[Bioc-devel] Windows-only issue with downloading a Rdata file and loading it with R
Martin Morgan
martin.morgan at roswellpark.org
Sat Jun 18 16:41:40 CEST 2016
On 06/18/2016 12:58 AM, Leonardo Collado Torres wrote:
> Hi,
>
> I get the same error while hosting the data somewhere else or when using
> RawGit's url. That is:
>
>> library('downloader')
>> download('
> http://www.biostat.jhsph.edu/~lcollado/recount/metadata_clean_sra.Rdata',
> destfile = 'test2.Rdata')
>> load('tes2t.Rdata')
> Error: ReadItem: unknown type 50, perhaps written by later version of R
>> download('
> https://cdn.rawgit.com/leekgroup/recount-website/master/metadata/metadata_clean_sra.Rdata',
> destfile = 'test3.Rdata')
>> load('test3.Rdata')
> Error: ReadItem: unknown type 50, perhaps written by later version of R
>
> Again, it only happens on Windows but not on the other OS. So it doesn't
> look like a GitHub issue.
use mode="wb" to download in binary mode.
Martin
>
> Best,
> Leo
>
>
> On Fri, Jun 17, 2016 at 4:57 PM, Gabe Becker <becker.gabe at gene.com> wrote:
>
>> I wonder if raw only means "raw after line return munging"? can you attach
>> the file that gets downloaded via email? (off list is fine)
>>
>> On Fri, Jun 17, 2016 at 1:44 PM, Leonardo Collado Torres <lcollado at jhu.edu
>>> wrote:
>>
>>> Hi,
>>>
>>> I'm trying to figure out what is going wrong with an error that pops
>>> up on Windows only. It's currently the only error for a package that I
>>> recently submitted to Bioc. The function is fairly simple: it
>>> downloads a Rdata file from the web and loads it.
>>>
>>> If I try to download and load the file with R, the following error
>>> occurs (only on Windows):
>>>
>>>
>>>> library('downloader')
>>>> download('
>>> https://github.com/leekgroup/recount-website/blob/master/metadata/metadata_clean_sra.Rdata?raw=true',
>>> destfile = 'test.Rdata')
>>> trying URL '
>>> https://github.com/leekgroup/recount-website/blob/master/metadata/metadata_clean_sra.Rdata?raw=true
>>> '
>>> Content type 'application/octet-stream' length 2531337 bytes (2.4 MB)
>>> downloaded 2.4 MB
>>>
>>>> load('test.Rdata')
>>> Error: ReadItem: unknown type 50, perhaps written by later version of R
>>>> traceback()
>>> 1: load("test.Rdata")
>>>> options(width = 120)
>>>> devtools::session_info()
>>> Session info
>>> -----------------------------------------------------------------------------------------------------------
>>> setting value
>>> version R version 3.3.0 (2016-05-03)
>>> system x86_64, mingw32
>>> ui Rgui
>>> language (EN)
>>> collate English_United States.1252
>>> tz America/New_York
>>> date 2016-06-17
>>>
>>> Packages
>>> ---------------------------------------------------------------------------------------------------------------
>>> package * version date source
>>> devtools 1.11.1 2016-04-21 CRAN (R 3.3.0)

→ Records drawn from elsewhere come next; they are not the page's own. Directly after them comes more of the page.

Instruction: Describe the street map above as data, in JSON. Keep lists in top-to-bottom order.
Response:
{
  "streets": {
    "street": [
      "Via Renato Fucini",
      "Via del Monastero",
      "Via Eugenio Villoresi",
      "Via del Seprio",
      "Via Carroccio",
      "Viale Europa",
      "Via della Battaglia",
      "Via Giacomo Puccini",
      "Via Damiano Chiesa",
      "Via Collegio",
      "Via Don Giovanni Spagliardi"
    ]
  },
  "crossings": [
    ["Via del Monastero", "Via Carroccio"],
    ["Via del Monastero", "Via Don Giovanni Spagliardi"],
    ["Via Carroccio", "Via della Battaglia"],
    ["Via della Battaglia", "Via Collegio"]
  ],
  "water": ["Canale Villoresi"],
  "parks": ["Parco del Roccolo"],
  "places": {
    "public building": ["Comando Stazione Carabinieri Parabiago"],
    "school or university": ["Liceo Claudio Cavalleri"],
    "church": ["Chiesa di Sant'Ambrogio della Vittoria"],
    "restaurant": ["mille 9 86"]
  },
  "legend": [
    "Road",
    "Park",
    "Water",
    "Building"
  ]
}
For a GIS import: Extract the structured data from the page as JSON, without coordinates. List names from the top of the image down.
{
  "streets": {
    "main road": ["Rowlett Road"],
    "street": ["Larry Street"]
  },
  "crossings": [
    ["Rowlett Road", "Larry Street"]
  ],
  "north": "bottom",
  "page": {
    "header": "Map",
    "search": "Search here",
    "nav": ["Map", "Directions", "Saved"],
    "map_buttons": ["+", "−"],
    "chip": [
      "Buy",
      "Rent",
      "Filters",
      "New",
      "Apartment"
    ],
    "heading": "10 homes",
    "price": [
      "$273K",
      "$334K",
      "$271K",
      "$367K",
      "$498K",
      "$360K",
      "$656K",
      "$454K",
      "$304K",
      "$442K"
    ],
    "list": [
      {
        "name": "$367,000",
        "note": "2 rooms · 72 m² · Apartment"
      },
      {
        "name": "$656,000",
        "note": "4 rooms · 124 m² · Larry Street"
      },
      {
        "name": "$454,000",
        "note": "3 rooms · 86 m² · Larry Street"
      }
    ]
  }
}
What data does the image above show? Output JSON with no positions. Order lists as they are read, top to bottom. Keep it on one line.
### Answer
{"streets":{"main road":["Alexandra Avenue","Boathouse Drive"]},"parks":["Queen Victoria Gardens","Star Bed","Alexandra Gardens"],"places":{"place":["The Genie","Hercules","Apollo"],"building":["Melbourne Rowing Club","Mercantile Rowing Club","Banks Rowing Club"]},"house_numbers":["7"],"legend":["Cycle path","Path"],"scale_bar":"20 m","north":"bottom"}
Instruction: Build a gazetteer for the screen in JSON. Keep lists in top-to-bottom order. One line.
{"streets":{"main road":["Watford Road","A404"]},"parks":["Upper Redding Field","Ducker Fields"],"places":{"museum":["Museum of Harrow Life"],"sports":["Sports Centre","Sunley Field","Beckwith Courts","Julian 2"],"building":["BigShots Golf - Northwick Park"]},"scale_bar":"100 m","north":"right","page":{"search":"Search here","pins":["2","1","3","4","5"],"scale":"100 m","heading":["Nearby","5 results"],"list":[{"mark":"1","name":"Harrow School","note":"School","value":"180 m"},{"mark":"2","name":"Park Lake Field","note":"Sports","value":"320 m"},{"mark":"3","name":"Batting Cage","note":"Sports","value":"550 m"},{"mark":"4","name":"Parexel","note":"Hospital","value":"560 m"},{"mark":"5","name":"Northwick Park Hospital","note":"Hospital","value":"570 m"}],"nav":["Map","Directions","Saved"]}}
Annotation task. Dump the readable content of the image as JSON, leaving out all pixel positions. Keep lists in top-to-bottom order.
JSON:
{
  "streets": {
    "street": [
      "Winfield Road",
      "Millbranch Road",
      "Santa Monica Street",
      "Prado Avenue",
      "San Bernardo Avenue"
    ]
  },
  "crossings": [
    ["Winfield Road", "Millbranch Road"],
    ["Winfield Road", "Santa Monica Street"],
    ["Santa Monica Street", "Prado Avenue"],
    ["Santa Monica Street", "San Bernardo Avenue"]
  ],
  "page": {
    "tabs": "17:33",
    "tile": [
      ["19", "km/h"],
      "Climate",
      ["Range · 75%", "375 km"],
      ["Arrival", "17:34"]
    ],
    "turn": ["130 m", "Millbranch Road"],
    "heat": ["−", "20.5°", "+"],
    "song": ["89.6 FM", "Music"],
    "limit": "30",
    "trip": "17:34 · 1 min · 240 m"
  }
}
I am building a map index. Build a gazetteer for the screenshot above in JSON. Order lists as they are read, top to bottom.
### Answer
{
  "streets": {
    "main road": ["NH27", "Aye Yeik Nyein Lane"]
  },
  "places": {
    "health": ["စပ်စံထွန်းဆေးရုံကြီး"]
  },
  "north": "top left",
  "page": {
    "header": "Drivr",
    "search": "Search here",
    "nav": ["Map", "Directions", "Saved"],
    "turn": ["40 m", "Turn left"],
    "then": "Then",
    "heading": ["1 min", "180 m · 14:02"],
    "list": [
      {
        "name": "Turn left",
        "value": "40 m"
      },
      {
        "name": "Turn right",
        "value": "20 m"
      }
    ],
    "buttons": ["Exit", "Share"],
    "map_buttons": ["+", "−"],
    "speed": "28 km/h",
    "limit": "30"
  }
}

>>> digest 0.6.9 2016-01-08 CRAN (R 3.3.0)
>>> downloader * 0.4 2015-07-09 CRAN (R 3.3.0)
>>> memoise 1.0.0 2016-01-29 CRAN (R 3.3.0)
>>> withr 1.0.1 2016-02-04 CRAN (R 3.3.0)
>>>>
>>>
>>>
>>> If I open the same url on my browser and manually download the file,
>>> then everything works as shown below:
>>>
>>>> load('metadata_clean_sra.Rdata')
>>>> metadata_clean
>>> Loading required package: S4Vectors
>>> Loading required package: stats4
>>> Loading required package: BiocGenerics
>>> Loading required package: parallel
>>> ## removed more output
>>>
>>>> options(width = 120)
>>>> devtools::session_info()
>>> Session info
>>> -----------------------------------------------------------------------------------------------------------
>>> setting value
>>> version R version 3.3.0 (2016-05-03)
>>> system x86_64, mingw32
>>> ui Rgui
>>> language (EN)
>>> collate English_United States.1252
>>> tz America/New_York
>>> date 2016-06-17
>>>
>>> Packages
>>> ---------------------------------------------------------------------------------------------------------------
>>> package * version date source
>>> BiocGenerics * 0.19.1 2016-06-17 Bioconductor
>>> devtools 1.11.1 2016-04-21 CRAN (R 3.3.0)
>>> digest 0.6.9 2016-01-08 CRAN (R 3.3.0)
>>> IRanges * 2.7.2 2016-06-07 Bioconductor
>>> memoise 1.0.0 2016-01-29 CRAN (R 3.3.0)
>>> S4Vectors * 0.11.3 2016-06-03 Bioconductor
>>> withr 1.0.1 2016-02-04 CRAN (R 3.3.0)
>>>> print(object.size(metadata_clean), units = 'Mb')
>>> 30.5 Mb
>>>
>>> The object itself is a DataFrame and was created using R 3.3.1 with
>>> S4Vectors version 0.11.4. I get the same error if using a Unix machine
>>> I re-save the data using R 3.3.0 (with S4Vectors from Bioc-release).
>>>
>>> Some google leads are "corrupt file" or something about a hidden
>>> session Rdata file. But from the manual test, everything looks line.
>>> Unless downloader::download() (or alternatively utils::download.file()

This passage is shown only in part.